● **REQUIREMENT**: Both the line below containing "For a GIS import: Extract" and the line containing "Map reading. Transcribe", along with every line between them, should be repeated exactly; no other line belongs in the answer.

● **EXTRACTED RECORDS**:

※

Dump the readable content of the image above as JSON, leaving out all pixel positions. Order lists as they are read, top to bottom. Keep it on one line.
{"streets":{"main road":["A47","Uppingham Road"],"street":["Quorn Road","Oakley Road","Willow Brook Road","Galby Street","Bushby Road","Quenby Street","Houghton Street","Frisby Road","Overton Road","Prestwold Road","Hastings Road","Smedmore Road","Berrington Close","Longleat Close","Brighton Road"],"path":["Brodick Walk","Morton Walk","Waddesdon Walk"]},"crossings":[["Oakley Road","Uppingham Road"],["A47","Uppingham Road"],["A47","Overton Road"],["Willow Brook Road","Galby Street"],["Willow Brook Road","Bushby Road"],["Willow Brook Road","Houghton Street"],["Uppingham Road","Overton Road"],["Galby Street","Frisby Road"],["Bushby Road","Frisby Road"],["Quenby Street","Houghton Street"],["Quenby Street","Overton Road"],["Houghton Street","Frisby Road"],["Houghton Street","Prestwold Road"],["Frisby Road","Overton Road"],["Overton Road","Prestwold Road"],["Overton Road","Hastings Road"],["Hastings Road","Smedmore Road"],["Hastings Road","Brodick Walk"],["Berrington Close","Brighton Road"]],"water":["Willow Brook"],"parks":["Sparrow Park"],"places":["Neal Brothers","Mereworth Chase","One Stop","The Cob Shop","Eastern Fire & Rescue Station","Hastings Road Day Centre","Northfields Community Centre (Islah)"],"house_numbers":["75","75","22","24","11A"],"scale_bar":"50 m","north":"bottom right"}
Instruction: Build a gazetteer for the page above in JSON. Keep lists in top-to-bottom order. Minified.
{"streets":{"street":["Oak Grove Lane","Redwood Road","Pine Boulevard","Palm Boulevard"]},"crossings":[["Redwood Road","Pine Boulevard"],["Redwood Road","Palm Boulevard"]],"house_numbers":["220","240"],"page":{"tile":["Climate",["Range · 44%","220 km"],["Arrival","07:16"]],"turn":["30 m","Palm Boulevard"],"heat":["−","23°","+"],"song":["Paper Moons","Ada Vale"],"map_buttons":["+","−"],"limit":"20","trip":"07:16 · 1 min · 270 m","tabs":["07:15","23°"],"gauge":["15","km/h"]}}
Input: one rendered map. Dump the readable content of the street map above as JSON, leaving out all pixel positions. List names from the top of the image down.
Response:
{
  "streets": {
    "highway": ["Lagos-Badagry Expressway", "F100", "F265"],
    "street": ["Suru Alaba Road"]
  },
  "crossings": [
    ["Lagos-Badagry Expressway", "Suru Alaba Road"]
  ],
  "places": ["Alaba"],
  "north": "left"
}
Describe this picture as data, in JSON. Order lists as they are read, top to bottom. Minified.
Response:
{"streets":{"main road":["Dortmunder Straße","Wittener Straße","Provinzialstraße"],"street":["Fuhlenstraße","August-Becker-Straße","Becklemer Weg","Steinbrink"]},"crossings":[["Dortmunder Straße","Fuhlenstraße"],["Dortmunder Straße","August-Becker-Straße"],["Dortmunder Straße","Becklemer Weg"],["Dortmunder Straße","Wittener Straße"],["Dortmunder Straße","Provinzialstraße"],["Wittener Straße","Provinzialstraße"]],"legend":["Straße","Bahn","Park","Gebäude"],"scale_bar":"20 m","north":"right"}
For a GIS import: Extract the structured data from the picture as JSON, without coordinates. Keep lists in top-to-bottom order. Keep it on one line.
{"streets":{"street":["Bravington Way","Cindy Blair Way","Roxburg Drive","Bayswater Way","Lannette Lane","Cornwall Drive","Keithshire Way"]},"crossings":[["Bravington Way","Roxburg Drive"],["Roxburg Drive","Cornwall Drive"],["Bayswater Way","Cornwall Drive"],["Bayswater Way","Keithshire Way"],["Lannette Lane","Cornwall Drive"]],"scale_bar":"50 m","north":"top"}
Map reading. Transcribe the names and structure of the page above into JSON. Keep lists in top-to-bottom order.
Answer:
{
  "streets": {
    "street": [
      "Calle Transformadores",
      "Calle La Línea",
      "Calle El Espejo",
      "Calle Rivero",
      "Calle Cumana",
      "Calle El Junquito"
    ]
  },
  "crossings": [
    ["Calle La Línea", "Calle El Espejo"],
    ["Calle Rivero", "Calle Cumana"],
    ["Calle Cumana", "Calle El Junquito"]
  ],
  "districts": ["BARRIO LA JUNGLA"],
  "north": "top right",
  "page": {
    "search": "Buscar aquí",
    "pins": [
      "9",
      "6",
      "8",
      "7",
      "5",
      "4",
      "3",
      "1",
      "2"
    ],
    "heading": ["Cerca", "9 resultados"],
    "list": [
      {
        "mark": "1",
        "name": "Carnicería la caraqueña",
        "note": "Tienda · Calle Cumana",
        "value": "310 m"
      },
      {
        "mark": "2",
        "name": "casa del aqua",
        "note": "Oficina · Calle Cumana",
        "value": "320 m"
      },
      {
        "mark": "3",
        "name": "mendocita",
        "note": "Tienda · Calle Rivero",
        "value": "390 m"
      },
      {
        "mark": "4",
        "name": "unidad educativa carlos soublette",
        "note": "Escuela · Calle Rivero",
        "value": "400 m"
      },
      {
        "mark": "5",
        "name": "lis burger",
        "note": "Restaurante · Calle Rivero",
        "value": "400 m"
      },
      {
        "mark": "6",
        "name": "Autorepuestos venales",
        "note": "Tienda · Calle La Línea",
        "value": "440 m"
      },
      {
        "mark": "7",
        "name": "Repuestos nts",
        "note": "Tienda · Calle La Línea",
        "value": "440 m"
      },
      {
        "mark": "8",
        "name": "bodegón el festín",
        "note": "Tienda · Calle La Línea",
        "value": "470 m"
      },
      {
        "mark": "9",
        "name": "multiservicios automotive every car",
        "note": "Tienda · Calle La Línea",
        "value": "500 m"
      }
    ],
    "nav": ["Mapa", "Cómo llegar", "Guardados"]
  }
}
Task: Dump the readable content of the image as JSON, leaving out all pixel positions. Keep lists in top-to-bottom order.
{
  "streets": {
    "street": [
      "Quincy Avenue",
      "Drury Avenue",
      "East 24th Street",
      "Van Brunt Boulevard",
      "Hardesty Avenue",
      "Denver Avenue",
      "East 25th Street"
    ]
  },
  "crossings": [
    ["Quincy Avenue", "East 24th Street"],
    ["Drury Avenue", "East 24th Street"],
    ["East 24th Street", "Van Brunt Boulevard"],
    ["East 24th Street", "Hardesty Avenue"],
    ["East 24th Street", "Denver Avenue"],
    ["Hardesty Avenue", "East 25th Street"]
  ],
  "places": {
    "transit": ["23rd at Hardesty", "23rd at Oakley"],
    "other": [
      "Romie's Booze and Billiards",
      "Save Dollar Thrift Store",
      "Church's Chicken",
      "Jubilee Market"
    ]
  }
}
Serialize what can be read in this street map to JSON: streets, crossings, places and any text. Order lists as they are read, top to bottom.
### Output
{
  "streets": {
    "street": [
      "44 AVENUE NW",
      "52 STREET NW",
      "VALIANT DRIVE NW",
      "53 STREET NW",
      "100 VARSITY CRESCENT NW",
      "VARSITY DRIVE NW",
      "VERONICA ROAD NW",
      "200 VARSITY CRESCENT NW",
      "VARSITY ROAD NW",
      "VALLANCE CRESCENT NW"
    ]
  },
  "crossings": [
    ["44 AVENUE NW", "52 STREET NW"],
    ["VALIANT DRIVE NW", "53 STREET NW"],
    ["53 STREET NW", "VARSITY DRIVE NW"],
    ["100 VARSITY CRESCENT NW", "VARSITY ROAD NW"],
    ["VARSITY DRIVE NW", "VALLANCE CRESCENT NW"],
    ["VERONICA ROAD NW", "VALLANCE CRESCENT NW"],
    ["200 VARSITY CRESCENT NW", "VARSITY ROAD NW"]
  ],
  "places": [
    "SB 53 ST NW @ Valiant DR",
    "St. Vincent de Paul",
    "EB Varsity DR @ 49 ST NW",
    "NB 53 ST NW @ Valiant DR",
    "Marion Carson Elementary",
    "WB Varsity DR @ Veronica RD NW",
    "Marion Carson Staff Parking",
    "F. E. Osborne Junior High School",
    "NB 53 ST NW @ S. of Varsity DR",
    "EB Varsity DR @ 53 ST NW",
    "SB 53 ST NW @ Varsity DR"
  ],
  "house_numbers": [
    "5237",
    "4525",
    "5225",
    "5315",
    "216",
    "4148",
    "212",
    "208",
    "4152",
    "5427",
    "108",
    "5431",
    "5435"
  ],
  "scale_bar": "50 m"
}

※

● **YOUR SOLUTION**:
For a GIS import: Extract the structured data from the picture as JSON, without coordinates. Keep lists in top-to-bottom order. Keep it on one line.
{"streets":{"street":["Bravington Way","Cindy Blair Way","Roxburg Drive","Bayswater Way","Lannette Lane","Cornwall Drive","Keithshire Way"]},"crossings":[["Bravington Way","Roxburg Drive"],["Roxburg Drive","Cornwall Drive"],["Bayswater Way","Cornwall Drive"],["Bayswater Way","Keithshire Way"],["Lannette Lane","Cornwall Drive"]],"scale_bar":"50 m","north":"top"}
Map reading. Transcribe the names and structure of the page above into JSON. Keep lists in top-to-bottom order.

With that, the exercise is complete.